▶ **EXERCISE DESCRIPTION**
When a line in the data below includes "turn", count it; then give only the total.
*** Begin section ***
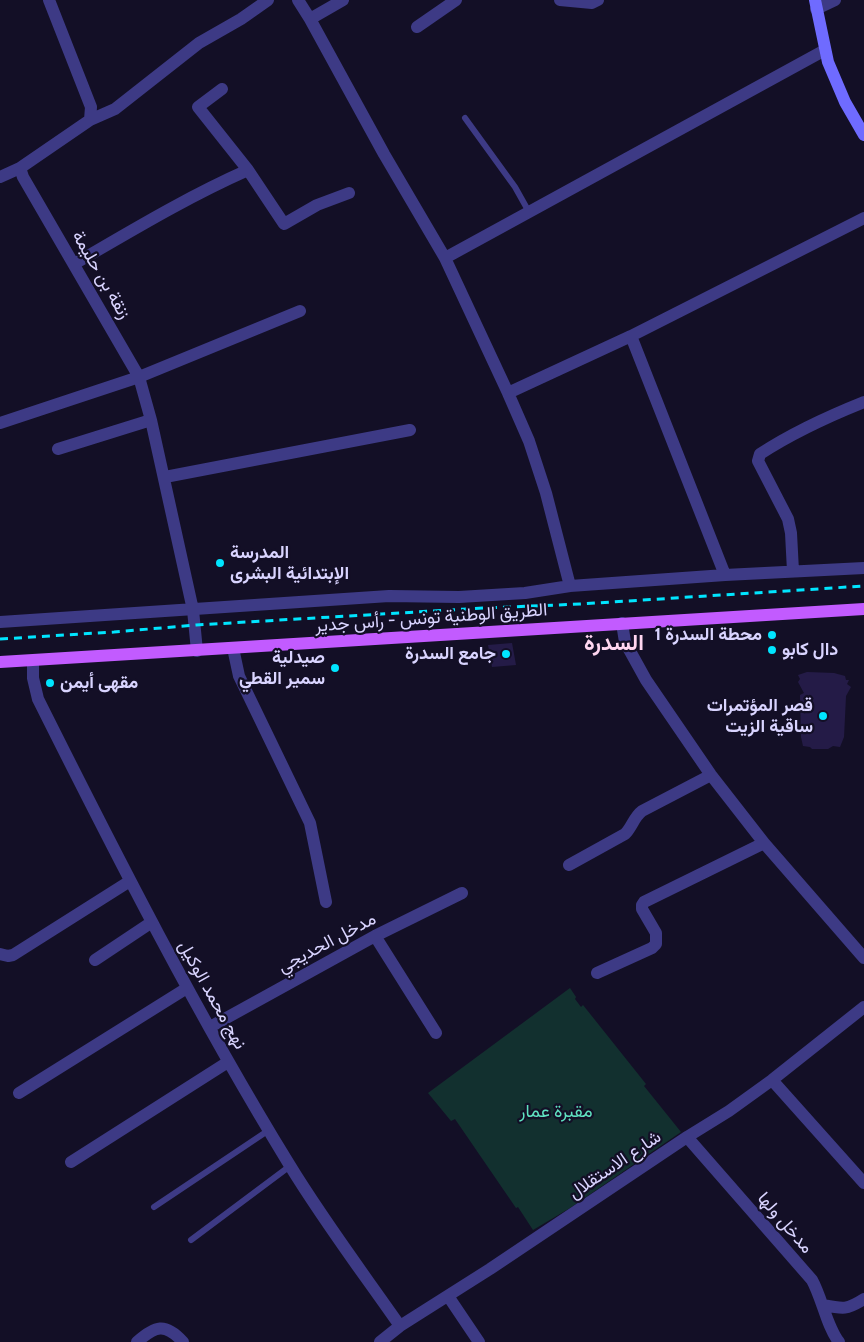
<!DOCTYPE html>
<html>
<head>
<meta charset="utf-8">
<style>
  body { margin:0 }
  canvas { display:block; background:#130f26 }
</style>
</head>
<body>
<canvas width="864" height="1342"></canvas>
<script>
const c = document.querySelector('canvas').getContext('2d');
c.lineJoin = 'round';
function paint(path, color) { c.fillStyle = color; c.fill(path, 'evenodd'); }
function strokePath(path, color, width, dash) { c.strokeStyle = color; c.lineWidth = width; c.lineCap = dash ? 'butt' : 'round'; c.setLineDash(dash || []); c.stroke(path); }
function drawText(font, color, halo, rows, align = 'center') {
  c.font = font + ' Cabin,Vazirmatn,sans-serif'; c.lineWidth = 4.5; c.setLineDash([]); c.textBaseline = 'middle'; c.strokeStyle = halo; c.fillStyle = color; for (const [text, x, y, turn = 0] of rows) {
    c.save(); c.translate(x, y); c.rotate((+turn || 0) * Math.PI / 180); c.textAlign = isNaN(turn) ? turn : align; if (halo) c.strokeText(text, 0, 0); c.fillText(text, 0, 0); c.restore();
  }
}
const green = new Path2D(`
  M 570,988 L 576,997 L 575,999 L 581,1007 L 583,1005 L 646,1084 L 644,1086 L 681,1132 L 570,1208 L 533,1230 L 518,1207 L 516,1208 L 455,1119 L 451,1121 L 428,1093 Z`);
const building = new Path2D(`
  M 512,643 L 516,665 L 492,667 L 488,645 Z
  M 807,672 L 834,673 L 845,676 L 846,680 L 849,680 L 847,684 L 851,687 L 846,696 L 844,737 L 840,747 L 833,746 L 828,749 L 812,749 L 810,747 L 803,746 L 801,737 L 800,695 L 804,693 L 798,682 L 800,679 L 798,675 Z`);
const lane = new Path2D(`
  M 465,118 L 515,187 L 529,212
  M 154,1207 L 269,1130
  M 191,1240 L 290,1166`);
const street = new Path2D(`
  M 49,0 L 91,107 L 90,120 L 20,168 L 23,177 L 139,377 L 151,420 L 193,610 L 197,651
  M 298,0 L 310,19 L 384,154 L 445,258 L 508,393 L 529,441 L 546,493 L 570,586
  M 560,0 L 592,3 L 598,0
  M 816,9 L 835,0
  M 310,19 L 343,0
  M 417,27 L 456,0
  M 222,89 L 198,107 L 248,170
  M 90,120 L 115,109 L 199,43 L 241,19 L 268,0
  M 0,177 L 20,168
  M 445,258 L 825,50
  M 74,264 C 131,231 187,197 248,170 L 284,224 L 317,205 L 349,193
  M 631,336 L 725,575
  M 508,393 L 631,336 L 864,218
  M 0,423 L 139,377 L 300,311
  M 58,449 L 151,420
  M 165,477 L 410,430
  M 793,571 L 791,533 L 788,519 L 758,461 L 760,454 C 792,433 829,416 864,402
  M 0,622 L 389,596 L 459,597 L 525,593 L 570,586 L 725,575 L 864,568
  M 622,623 L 625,642 L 646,680 L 711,775 L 764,843 L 864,958
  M 233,648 L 239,676 L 310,823 L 326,902
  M 33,661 L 33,678 L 38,699 C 117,857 197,1014 289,1164 C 323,1220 363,1273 400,1326
  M 569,865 L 625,834 C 632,827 634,817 642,811 L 711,775
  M 375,936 L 436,1033
  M 0,954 L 8,956 L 13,955 L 130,881
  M 95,960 L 152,922
  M 597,973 L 652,948 L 656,944 L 656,933 L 642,909 L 642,905 L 644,902 L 764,843
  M 210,1027 L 375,936 L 462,893
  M 772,1080 L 864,1183
  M 19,1093 L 187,988
  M 687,1137 L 812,1280 C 822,1298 827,1327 839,1342
  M 71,1162 L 228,1062
  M 448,1296 L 479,1342
  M 823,1305 C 843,1309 847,1310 864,1299
  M 137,1342 C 155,1326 165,1322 183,1342
  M 380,1342 L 400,1326 L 490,1269 L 687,1137 L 729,1111 L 772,1080 L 864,1007`);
const secondary = new Path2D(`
  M 815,0 L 828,62 L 845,102 L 864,135`);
const primary = new Path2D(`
  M 0,662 L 864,609`);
const rail = new Path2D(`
  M 0,639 L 114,632 L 196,625 L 484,608 L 580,604 L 864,586`);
const markers = [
  [220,563,5,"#00e5ff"],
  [772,635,5,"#00e5ff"],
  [772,650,5,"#00e5ff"],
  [506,654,5,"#00e5ff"],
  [335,668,5,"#00e5ff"],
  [50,683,5,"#00e5ff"],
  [823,716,5,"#00e5ff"]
];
const streetNames = [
  ["زنقة بن حليمة",101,275,60],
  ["الطريق الوطنية تونس - رأس جدير",431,618,-4],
  ["مدخل الحديجي",327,943,-28],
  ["نهج محمد الوكيل",212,995,61],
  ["شارع الاستقلال",615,1165,-34],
  ["مدخل ولها",785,1223,49]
];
const poiNames = [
  ["المدرسة",230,553,"left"],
  ["الإبتدائية البشرى",230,574,"left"],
  ["محطة السدرة 1",762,635],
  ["دال كابو",782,650,"left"],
  ["جامع السدرة",496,654],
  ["صيدلية",325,658],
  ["سمير القطي",325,679],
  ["مقهى أيمن",60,683,"left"],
  ["قصر المؤتمرات",813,706],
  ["ساقية الزيت",813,727]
];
const parkNames = [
  ["مقبرة عمار",556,1112]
];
const districtNames = [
  ["السدرة",614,644]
];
paint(green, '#12302f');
paint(building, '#241b47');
strokePath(lane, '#3d3a85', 6);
strokePath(street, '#3d3a85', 12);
strokePath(secondary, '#6f6bff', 12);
strokePath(primary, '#c25bff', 12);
strokePath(rail, '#00e5ff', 3, [8, 6]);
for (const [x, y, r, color] of markers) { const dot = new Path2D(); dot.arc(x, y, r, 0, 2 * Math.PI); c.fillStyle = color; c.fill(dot); strokePath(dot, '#130f26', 2); }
drawText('18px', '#d9d4ff', '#130f26', streetNames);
drawText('bold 18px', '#d9d4ff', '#130f26', poiNames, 'right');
drawText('18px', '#5fe0c0', '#130f26', parkNames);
drawText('bold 22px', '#ffd6f0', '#130f26', districtNames);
</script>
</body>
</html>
*** End section ***
▶ **TASK RESPONSE**
2